Responses in genotype 4 disease were slightly lower, with 78% of those in the 12-week, non-ribavirin arm responding; 93% of those in the 12-week ribavirin arm responding; 80% of 16-week non-ribavirin patients but 100% of those treated for 16 weeks with ribavirin.
Responses ranged from 87% to 98% for prior null responders and from 95% to 100% for partial responders and previous treatment relapsers.
In a subgroup analysis, the lowest sustained response rate in cirrhotics was 89% (12 weeks with ribavirin) with the 16 week arm with ribavirin achieving a 100% sustained response rate in cirrhotic patients. All other responses in patients with cirrhosis were higher than 90%.
“The SVR rates are outstanding across all treatment arms, with or without cirrhosis for relapsers , regardless of genotype or severity of fibrosis,” Kwo said. “SVR rates also were no different for white patients compared with African Americans.”

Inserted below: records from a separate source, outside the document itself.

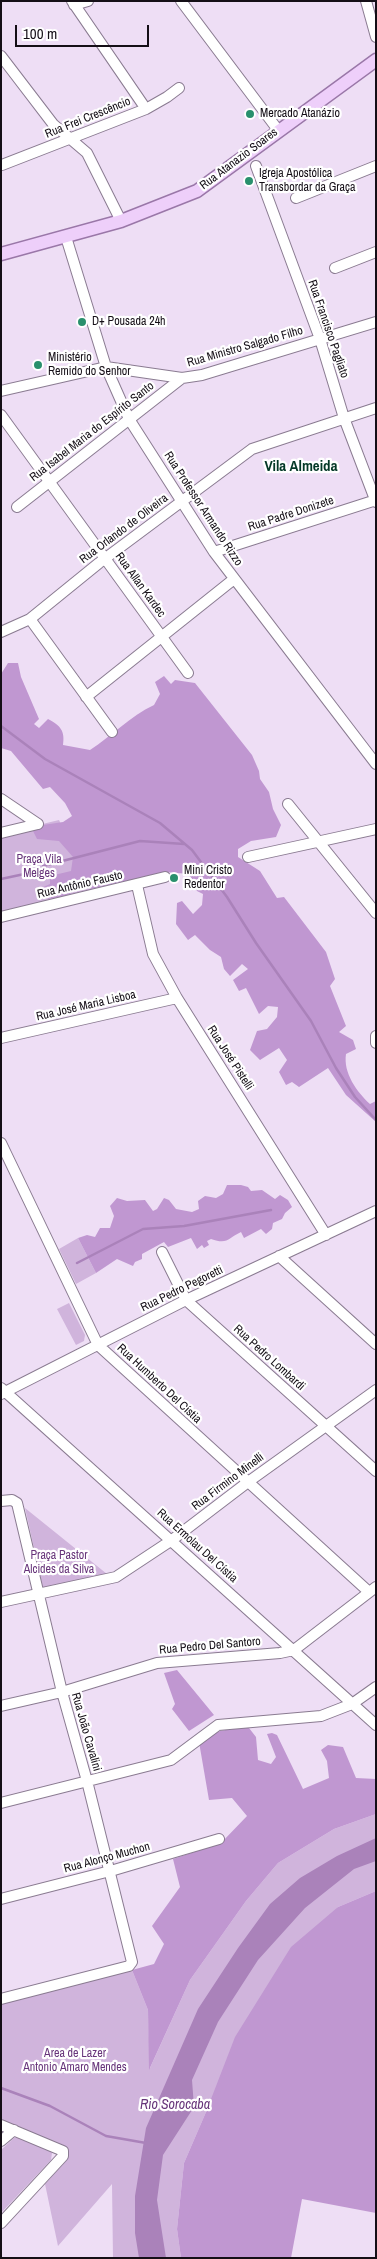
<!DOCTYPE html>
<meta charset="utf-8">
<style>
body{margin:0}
#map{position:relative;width:377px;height:2259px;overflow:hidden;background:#eedef5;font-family:"Archivo Narrow",sans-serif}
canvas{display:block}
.frame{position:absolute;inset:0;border:2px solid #140e16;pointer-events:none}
.scale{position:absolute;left:15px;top:25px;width:134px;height:22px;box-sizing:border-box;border:2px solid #140e16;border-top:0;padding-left:6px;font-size:15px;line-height:18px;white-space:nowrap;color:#140e16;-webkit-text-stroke:4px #fff;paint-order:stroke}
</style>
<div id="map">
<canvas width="377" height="2259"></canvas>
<div class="frame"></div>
<div class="scale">100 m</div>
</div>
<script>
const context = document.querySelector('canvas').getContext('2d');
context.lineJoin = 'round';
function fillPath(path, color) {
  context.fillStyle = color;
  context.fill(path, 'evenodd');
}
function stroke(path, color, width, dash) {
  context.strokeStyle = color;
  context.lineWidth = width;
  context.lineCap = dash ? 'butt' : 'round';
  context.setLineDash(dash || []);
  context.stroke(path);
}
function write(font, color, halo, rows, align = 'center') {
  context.font = font + ' "Archivo Narrow",sans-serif';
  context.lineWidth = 4.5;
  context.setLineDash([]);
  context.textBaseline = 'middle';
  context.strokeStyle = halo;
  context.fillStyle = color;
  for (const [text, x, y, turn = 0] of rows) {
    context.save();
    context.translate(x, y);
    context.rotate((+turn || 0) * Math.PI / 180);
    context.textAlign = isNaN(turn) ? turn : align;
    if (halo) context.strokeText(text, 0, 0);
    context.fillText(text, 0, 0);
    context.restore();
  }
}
const green = new Path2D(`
 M59 820 93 893 1 915V834Z
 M78 1238 96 1273 76 1284 59 1249Z
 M69 1303 85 1335 84 1341 76 1345 57 1309Z
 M25 1508 107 1574 43 1588Z
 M376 1814V1891L338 1907 206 2112 184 2163 177 2229 181 2258H113L112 2184 58 2246 45 2184 67 2160 68 2152 64 2147 1 2120V2003L132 1970 148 2010 150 2068 190 1980 246 1901 278 1863 334 1829Z
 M23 2136 49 2148 52 2153 51 2160 1 2213V2150L14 2138Z`);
const forest = new Path2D(`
 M8 663H18L21 677 39 719 34 724 39 728 48 719C61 726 65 731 63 745L90 750C112 736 130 716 154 705L160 694 155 682 164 676 171 684 175 680 195 683 252 755 259 771 260 779 269 792 273 809 281 825 276 837 251 841 238 849V857L260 871 277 898 284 897 326 952 335 979 330 986 346 1026 339 1032 353 1040 356 1049 346 1054C343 1073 357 1092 370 1104L376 1101V1122L346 1095 328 1068 299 1087 292 1082 286 1085 279 1072 287 1060 279 1048 260 1060 250 1050 257 1031 267 1029 277 1017 278 1007 268 1006 259 1014 246 988 239 991 233 980 248 969 242 964 230 976 224 969 221 957 210 950 195 935 188 940 176 924 177 903 182 901 193 914 202 905 203 894 197 891 189 874 165 872 91 889 89 885 65 896 48 899 41 888 50 884V876L71 871 73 857 59 841 37 839 33 831 36 826 63 822 72 816 65 803 50 787 43 789 11 751 1 748V674Z
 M227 1185H241L248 1187 251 1191 262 1190 275 1199 280 1195 288 1200 292 1207 285 1213 282 1219 273 1223 272 1229 266 1234 261 1229 244 1238 241 1232C228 1238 228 1245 211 1239L207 1241 209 1245 204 1248 202 1245 197 1249 191 1238 168 1247 164 1242 142 1254V1259L135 1262 133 1266 117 1259 96 1273 78 1238 87 1235 95 1237 100 1228H110L114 1216 110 1206 117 1198 127 1201 145 1200 153 1211 157 1209 164 1198 169 1200 176 1209 192 1212 199 1209 198 1201 205 1196 216 1198 223 1194Z
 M177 1670 214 1715 189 1731 172 1709 175 1704 164 1673Z
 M236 1728H249L256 1737 258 1760 271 1764 276 1757 267 1734 272 1733 277 1735 303 1789 329 1778 327 1761 321 1750 328 1745 343 1747 356 1778 376 1779V1814L334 1829 278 1863 246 1901 190 1980 149 2070 148 2010 132 1970 154 1964 164 1944 152 1926 180 1887 173 1859 221 1843 247 1816 232 1798 209 1800 199 1742 220 1731Z
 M376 1891V2213L302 2199 291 2258H181L177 2229 184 2163 206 2112 235 2037 291 1947 338 1907Z`);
const water = new Path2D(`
 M376 1838V1861L354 1869 305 1908 258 1960 218 2022 192 2080 194 2107 163 2155 157 2200 166 2258H139L135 2233V2196L146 2128 198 2009 238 1948 270 1904 300 1878 337 1856Z`);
const stream = new Path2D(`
 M1 726 45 759 160 823 192 850 227 897 256 943 311 1021 336 1068 355 1097 376 1120
 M43 866 140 841 184 844
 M1 879 29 873
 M77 1263 143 1229 184 1226 271 1210
 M1 2088 50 2106 106 2136 146 2143`);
const minor = new Path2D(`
 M72 1 146 109
 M181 1 278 130
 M366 1 376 37
 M74 5 88 1
 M1 56 53 124 87 153 121 221
 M2 165 146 109 167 97 179 88
 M256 166 320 339 344 418 376 502
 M296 198 376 166
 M66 237 106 367 129 419 214 552 376 764
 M335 268 376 252
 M1 391 106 367 182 378 202 375 376 322
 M1 415 188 673
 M17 507 182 378
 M214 552 376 500
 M30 619 112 732
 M1 632 30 619 99 563 252 449 376 408
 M86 697 234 579
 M1 799 38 824
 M288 804 376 913
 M1 833 38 824
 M248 857 376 829
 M137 885 153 954 177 998 326 1235
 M1 917 165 877
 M376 1036V1043
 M1 1038 177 998
 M1 1143 98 1345 369 1592
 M162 1252 186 1300 376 1471
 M279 1256 376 1344
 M1 1388 376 1725
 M1 1394 186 1300 376 1211
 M1 1501 12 1500 17 1503 62 1692 87 1781 132 1962 129 1966 1 1999
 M1 1602 116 1577 172 1540 248 1482 376 1390
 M1 1706 62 1692 157 1663 280 1653 294 1650 376 1587
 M1 1803 171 1760 218 1725 321 1716 352 1704 376 1687
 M1 1899 114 1870 219 1839
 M1 2125 63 2151V2156L1 2223
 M1 2141 14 2130`);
const major = new Path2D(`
 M1 254 121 221 197 191 376 60`);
const markers = [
 [250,114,5,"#29906d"],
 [249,181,5,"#29906d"],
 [82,322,5,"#29906d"],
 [38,365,5,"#29906d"],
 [174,878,5,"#29906d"]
];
const poiNames = [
 ["Mercado Atanázio",260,114],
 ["Igreja Apostólica",259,174],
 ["Transbordar da Graça",259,188],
 ["D+ Pousada 24h",92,322],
 ["Ministério",48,358],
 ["Remido do Senhor",48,372],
 ["Mini Cristo",184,871],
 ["Redentor",184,885]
];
const streetNames = [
 ["Rua Frei Crescêncio",88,118,-22],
 ["Rua Atanazio Soares",239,159,-37],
 ["Rua Francisco Pagliato",328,329,71],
 ["Rua Ministro Salgado Filho",245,347,-16],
 ["Rua Isabel Maria do Espírito Santo",92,432,-38],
 ["Rua Professor Armando Rizzo",203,509,57],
 ["Rua Padre Donizete",291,514,-18],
 ["Rua Orlando de Oliveira",124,529,-37],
 ["Rua Allan Kardec",140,585,54],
 ["Rua Antônio Fausto",80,885,-13],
 ["Rua José Maria Lisboa",86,1006,-13],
 ["Rua José Pistelli",230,1058,57],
 ["Rua Pedro Pegoretti",182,1289,-26],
 ["Rua Pedro Lombardi",269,1358,42],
 ["Rua Humberto Del Cístia",159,1384,43],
 ["Rua Firmino Minelli",228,1482,-37],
 ["Rua Ermolau Del Cístia",197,1546,42],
 ["Rua Pedro Del Santoro",210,1646,-5],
 ["Rua João Cavalini",86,1732,74],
 ["Rua Alonço Muchon",107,1858,-15]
];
const parkNames = [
 ["Praça Vila",39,860],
 ["Melges",39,874],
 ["Praça Pastor",59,1556],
 ["Alcides da Silva",59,1570],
 ["Area de Lazer",75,2054],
 ["Antonio Amaro Mendes",75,2068]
];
const waterNames = [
 ["Rio Sorocaba",175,2105]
];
const quarterNames = [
 ["Vila Almeida",301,467]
];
fillPath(green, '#d0b4dc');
fillPath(forest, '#c097d1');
fillPath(water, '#aa82ba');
stroke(stream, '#aa82ba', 2.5);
stroke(minor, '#8a7b91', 12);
stroke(major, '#9a77a8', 15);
stroke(minor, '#fff', 10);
stroke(major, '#eecffa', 12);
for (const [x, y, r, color] of markers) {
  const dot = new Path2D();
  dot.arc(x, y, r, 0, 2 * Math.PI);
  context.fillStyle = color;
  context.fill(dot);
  stroke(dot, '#fff', 2);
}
write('12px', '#140e16', '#fff', poiNames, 'left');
write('12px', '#140e16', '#fff', streetNames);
write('12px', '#67347a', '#fff', parkNames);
write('italic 14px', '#67357a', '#fff', waterNames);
write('bold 15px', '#043827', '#fff', quarterNames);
</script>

Fatigue was reported in 23% of patients, while headache occurred in 20% and nausea occurred in 11%. “The regimen was well tolerated,” Kwo said. “The SAE rate was very low. Discontinuation was uncommon and not related to therapy.”
In an analysis of resistance associated variants (RAVs) present prior to initiation of therapy, 50% of patients with genotype 1a disease had low level natural RAVs to grazoprevir that conferred a less than five-fold reduction in potency to grazoprevir and the presence of these RAVs did not affect SVR rates, according to Kwo.
For the NS5a domain, the findings were different. There was a much lower prevalence of naturally occurring RAVs to the NS5A domain with 4% of the genotype 1a cohort having low level RAVs to elbasvir that conferred a less than five-fold reduction in potency to elbasvir and 9% of the genotype 1a cohort having RAVS that conferred a greater than 5 fold reduction in potency to elbasvir.
“SVR12 rates were 99% or 100% in patients with no NS5A RAVs or low-level RAVs,” he said. But with high level NS5A RAVs, the SVR rate was 52%,” he said. “When the treatment arms were examined, the 16 week treatment arm with ribavirin achieved a 100% SVR rate in those with high level NS5A RAVs implying that if these high level NS5A RAVs are present, it will be the 16 week duration with ribavirin that will allow successful completion of therapy with no reduction in sustained response rates. This is important because if you relapse, you generally produce new RAVs with higher level of variants in either the NS3 or NS5A domains.”
For more information:
Kwo P, et al. Abstract 901f. Presented at: Digestive Disease Week, May 16-19, 2015; Washington, D.C.
Disclosure: Kwo reports associations with a number of device and pharmaceutical companies. Please see the DDW faculty disclosure index for all other researchers’ relevant financial disclosures.
Editor's note: This article has been updated on May 26, 2015, with clarifications from the presenter.